With the end of shopping period comes a redirection of our intellects to loftier pursuits. And I don’t mean politics.

I literally mean the lofty skies above us.

Last night, 2007 TU24, a 24-billion-kilogram asteroid, 250 meters in diameter, traveled within 344,384 miles of Earth. Though seemingly far away, at a mere 1.4 times the distance that separates the moon and earth, the asteroid, which wasn’t visible to the naked eye, came a little too close for comfort.

As you might have guessed, the 2007 in the asteroid’s name refers to when it was first spotted: Oct. 11, 2007. With only 110 days between now and the time of the 2007 TU24’s discovery, had the asteroid taken an errant course headed for the earth, there would have been precious little time for Bruce Willis to finish filming “Die Hard 5” before we needed him to fly into space to nuke it to pieces.

According to an article written by Michael Paine for SPACE.com, entitled “To Nuke or to Nudge,” blowing up any asteroid would be a terrible idea. The asteroid fragments would still be large enough to penetrate our ozone (if only we had used less CFC-based hairspray in the ’80s). Blowing up an asteroid headed toward earth would be similar to splitting a single bullet into a shotgun blast. The effect is the same — death for the receiving party. Not to mention the fact that we don’t have sufficient nuclear weapons to blow up a large doomsday asteroid, anyway.

How big would a doomsday asteroid be, you ask?

Britt Scharringhausen, a professor at Beloit College, estimates, in an online article written for Cornell’s Department of Astronomy, that an asteroid with a diameter of 10 kilometers or more would wreak extensive havoc on the earth’s surface, eliminating most life on the planet. An asteroid of this size is believed to have struck the earth 65 million years ago, ending the reign of dinosaurs.

Instead of using nuclear weapons, a variety of other methods afford us a bit of flexibility. I am not the first to propose that we send a really heavy spaceship to smash into the asteroid, changing its course ever so slightly. Or, as former astronauts Edward T. Lu and Stanley Love suggest, we could send a spaceship to orbit near the asteroid and create a secondary gravitational pull to redirect the asteroid. Finally, we could mount a giant solar sail on the asteroid and use solar pressure to redirect the object’s course.

My biggest concern, when the threat of deadly asteroids looms in space, is our apparent lack of detection capability. All of these solutions strike me as being nice on paper, but in 2002, a 50 to 120 meter asteroid missed the earth by a mere 75,000 miles. It was not discovered by astronomers until three days after its closest pass of us! An object of roughly that size exploded a few kilometers above Russia in 1908, in what was known as the Tunguska Event, which resulted in an explosion that was estimated at 1,000 times the force of the nuclear bomb dropped on Hiroshima. Roughly 80 million trees in a 830-square-mile area were felled by the blast — remember, the 2007 TU24 is at least two to three times as large.
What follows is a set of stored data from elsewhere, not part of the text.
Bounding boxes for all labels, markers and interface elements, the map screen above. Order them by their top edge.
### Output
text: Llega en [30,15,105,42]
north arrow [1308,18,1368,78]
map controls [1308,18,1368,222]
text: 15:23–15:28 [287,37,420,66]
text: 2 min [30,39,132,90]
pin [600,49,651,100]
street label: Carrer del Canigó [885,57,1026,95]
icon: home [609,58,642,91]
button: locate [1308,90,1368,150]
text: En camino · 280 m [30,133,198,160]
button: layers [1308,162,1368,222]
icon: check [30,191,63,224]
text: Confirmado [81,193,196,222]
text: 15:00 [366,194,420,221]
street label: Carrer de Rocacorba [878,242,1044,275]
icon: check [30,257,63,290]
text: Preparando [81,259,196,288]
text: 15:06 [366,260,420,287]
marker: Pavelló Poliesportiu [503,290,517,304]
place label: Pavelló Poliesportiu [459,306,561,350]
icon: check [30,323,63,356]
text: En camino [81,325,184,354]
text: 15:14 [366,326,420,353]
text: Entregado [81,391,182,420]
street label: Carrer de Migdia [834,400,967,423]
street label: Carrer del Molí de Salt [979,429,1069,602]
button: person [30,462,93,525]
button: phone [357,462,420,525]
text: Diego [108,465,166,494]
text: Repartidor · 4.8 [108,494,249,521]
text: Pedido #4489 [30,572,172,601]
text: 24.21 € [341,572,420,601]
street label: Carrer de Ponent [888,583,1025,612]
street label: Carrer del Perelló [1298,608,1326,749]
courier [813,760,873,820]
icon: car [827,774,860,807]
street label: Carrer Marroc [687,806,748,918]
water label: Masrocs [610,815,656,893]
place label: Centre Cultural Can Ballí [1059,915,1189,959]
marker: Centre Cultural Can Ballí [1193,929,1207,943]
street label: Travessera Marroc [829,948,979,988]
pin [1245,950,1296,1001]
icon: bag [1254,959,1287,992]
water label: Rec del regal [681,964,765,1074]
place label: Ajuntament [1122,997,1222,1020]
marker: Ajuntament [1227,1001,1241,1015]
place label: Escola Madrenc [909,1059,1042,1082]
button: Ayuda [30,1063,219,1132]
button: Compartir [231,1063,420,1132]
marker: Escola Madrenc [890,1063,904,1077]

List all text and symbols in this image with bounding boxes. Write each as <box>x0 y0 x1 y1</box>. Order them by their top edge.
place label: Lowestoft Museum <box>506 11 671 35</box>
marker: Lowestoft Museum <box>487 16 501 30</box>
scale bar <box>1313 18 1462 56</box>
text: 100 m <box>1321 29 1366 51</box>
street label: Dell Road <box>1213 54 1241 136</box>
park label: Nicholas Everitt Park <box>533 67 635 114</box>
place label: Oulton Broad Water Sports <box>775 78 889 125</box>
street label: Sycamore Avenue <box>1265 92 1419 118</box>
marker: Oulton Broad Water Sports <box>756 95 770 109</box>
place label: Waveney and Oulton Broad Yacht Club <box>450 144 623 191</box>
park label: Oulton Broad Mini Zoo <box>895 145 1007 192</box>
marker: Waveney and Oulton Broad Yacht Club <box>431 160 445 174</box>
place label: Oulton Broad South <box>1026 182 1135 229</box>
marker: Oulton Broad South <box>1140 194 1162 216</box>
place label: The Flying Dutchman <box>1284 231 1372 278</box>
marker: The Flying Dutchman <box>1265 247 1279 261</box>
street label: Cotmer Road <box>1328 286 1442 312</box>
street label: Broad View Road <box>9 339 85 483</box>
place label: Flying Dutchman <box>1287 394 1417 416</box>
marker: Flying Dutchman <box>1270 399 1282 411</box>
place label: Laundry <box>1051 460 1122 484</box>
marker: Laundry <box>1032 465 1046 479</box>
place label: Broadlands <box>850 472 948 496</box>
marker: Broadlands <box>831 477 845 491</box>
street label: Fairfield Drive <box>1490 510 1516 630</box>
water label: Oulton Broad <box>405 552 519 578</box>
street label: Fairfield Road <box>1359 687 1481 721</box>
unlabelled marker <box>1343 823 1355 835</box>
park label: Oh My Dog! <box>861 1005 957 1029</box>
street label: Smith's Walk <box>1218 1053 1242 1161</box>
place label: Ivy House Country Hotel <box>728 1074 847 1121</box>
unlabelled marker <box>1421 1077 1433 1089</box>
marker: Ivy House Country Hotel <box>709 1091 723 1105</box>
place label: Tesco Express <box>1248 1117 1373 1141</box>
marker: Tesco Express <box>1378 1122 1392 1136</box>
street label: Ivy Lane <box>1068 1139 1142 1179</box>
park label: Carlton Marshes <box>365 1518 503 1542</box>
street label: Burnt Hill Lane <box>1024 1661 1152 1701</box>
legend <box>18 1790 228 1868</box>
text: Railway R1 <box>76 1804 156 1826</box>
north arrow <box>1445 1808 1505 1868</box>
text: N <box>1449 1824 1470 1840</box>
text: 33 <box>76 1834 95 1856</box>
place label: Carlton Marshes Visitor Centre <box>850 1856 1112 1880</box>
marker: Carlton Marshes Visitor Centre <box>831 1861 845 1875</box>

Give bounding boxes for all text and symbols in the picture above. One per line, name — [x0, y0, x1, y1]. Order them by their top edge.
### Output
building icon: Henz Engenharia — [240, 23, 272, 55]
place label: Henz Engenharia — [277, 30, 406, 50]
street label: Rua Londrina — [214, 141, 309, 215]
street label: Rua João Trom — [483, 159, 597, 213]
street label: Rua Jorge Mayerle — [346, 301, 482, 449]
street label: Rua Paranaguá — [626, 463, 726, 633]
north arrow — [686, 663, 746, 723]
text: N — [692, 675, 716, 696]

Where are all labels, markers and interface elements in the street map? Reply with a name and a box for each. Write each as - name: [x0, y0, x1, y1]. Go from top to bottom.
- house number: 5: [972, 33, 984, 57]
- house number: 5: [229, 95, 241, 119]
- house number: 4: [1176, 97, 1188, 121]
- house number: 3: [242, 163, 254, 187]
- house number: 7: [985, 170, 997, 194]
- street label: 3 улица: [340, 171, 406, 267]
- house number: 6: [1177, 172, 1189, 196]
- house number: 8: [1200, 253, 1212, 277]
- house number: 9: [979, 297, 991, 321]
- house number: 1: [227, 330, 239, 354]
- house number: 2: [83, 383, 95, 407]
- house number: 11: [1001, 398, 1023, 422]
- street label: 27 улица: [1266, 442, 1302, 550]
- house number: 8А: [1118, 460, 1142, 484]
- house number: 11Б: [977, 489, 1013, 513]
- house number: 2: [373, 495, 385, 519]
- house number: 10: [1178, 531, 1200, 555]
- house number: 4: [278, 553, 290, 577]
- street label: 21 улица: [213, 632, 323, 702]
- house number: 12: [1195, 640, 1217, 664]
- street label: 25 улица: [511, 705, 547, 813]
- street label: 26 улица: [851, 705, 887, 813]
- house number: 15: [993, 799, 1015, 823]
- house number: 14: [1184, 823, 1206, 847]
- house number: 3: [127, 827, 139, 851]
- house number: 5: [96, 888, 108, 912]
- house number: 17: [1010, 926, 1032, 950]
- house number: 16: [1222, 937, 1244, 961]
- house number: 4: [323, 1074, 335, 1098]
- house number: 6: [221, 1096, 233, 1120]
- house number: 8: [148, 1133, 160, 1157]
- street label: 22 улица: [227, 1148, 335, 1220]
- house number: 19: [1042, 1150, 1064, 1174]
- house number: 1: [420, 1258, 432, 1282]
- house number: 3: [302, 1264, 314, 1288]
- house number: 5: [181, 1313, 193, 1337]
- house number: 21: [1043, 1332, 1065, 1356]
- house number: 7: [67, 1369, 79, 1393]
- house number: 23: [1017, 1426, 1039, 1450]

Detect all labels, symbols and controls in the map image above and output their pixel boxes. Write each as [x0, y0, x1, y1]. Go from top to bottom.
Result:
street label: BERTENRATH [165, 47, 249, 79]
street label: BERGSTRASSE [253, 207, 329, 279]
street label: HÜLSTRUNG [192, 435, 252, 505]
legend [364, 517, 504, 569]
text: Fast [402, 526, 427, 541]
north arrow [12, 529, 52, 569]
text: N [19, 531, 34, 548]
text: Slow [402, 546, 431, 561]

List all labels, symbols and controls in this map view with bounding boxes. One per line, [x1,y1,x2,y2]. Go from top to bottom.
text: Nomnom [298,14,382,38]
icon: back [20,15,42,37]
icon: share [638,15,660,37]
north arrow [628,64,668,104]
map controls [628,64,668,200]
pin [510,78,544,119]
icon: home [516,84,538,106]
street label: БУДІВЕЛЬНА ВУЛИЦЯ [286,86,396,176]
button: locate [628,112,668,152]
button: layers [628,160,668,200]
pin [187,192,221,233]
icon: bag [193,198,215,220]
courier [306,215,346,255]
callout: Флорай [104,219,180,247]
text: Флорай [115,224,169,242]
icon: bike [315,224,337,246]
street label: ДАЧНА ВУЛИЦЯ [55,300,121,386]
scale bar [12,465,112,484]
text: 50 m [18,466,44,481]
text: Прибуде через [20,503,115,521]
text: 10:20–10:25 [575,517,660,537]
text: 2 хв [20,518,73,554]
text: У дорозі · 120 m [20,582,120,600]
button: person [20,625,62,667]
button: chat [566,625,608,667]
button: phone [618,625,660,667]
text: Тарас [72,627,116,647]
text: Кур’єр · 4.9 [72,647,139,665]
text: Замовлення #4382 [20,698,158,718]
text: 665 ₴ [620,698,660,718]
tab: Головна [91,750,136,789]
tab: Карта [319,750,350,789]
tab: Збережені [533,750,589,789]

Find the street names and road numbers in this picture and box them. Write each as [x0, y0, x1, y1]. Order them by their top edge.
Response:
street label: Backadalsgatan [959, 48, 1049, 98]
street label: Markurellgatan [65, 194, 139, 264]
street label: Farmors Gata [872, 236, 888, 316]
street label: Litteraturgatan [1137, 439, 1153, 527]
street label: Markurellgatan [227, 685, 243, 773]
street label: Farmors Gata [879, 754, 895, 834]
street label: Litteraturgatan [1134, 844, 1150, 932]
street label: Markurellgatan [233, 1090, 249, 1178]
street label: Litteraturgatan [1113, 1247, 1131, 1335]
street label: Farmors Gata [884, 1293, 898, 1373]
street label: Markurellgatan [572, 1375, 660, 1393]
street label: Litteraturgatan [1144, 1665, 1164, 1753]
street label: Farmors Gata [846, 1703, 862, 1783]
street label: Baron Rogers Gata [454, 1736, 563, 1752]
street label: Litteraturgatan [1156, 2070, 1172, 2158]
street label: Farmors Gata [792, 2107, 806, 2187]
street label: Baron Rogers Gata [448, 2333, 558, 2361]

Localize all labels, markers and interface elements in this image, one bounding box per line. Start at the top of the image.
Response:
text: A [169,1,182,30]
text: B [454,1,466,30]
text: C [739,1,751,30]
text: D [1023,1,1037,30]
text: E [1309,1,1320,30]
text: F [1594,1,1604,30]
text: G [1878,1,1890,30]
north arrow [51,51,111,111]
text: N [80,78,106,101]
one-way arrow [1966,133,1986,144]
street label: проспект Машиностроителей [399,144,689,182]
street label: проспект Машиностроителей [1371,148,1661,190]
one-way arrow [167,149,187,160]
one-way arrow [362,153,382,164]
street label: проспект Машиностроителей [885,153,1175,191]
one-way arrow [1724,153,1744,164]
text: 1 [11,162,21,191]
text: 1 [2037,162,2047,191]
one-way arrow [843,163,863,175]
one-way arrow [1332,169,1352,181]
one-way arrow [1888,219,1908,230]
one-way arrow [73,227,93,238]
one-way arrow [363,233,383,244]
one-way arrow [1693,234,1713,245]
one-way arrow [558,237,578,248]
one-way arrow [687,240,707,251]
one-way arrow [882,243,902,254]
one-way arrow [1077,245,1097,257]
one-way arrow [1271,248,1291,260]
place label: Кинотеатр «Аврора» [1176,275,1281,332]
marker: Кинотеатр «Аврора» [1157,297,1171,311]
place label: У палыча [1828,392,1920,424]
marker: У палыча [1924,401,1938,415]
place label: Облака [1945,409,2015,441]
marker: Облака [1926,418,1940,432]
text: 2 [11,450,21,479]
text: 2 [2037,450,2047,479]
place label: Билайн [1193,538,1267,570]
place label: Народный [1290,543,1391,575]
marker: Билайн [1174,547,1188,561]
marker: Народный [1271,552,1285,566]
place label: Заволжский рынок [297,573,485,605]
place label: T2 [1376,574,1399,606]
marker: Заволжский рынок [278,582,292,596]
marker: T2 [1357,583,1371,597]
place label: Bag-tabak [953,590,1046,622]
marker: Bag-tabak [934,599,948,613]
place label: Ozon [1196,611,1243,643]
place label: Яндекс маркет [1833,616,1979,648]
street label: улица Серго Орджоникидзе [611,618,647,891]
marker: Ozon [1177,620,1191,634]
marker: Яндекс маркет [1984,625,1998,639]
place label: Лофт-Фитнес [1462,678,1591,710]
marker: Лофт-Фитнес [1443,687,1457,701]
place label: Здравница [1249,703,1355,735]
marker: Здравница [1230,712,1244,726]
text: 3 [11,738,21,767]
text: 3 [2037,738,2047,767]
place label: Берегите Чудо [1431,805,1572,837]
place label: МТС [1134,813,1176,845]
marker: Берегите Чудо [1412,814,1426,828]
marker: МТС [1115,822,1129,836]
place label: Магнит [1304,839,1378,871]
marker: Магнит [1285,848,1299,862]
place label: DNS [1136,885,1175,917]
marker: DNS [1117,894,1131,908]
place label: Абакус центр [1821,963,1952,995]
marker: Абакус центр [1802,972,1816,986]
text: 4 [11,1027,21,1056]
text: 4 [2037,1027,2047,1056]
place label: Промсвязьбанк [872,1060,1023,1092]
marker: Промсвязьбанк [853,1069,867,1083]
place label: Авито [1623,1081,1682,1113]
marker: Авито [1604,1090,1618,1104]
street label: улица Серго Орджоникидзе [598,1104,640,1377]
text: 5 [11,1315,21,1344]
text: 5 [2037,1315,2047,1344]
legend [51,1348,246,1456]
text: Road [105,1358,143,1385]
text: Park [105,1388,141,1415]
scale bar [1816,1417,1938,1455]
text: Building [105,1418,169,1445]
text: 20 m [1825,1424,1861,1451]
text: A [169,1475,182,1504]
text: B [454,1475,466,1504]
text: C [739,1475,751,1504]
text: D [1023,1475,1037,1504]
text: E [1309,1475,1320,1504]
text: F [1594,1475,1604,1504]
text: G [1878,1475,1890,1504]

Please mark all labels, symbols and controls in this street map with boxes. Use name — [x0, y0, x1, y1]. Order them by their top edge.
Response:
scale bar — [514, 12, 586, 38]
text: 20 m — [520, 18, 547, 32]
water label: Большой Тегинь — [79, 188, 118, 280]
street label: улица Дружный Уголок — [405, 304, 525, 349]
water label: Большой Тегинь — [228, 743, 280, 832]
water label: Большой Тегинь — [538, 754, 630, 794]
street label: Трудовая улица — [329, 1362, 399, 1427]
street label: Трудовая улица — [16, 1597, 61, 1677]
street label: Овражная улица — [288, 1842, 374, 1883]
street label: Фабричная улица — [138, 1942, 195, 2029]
NASA claims that all asteroids 140 meters and larger that have a chance of colliding with earth will be under their observation by 2020. So in the mean time, we just need to keep glancing over our shoulders for falling debris. For example, a U.S. spy satellite is currently descending to Earth in an out-of-control orbit. Slated to make impact in late February, the satellite, which weighs a mere 10 tons, doesn’t pose a significant threat other than the full tank of toxic rocket fuel that will descend with it.

The moral of the story is that our doom in the form of a wayward asteroid may be speeding toward us right now, and even the NASA astronomers wouldn’t necessarily see it coming. In this time of uncertainty, we might as well live it up, ditch class a little more, mend some fences and try a little harder in our love lives. After all, having someone to hold as the world ends is always nice.

Brian C. Thompson is a senior in Branford College. His column runs on alternate Wednesdays.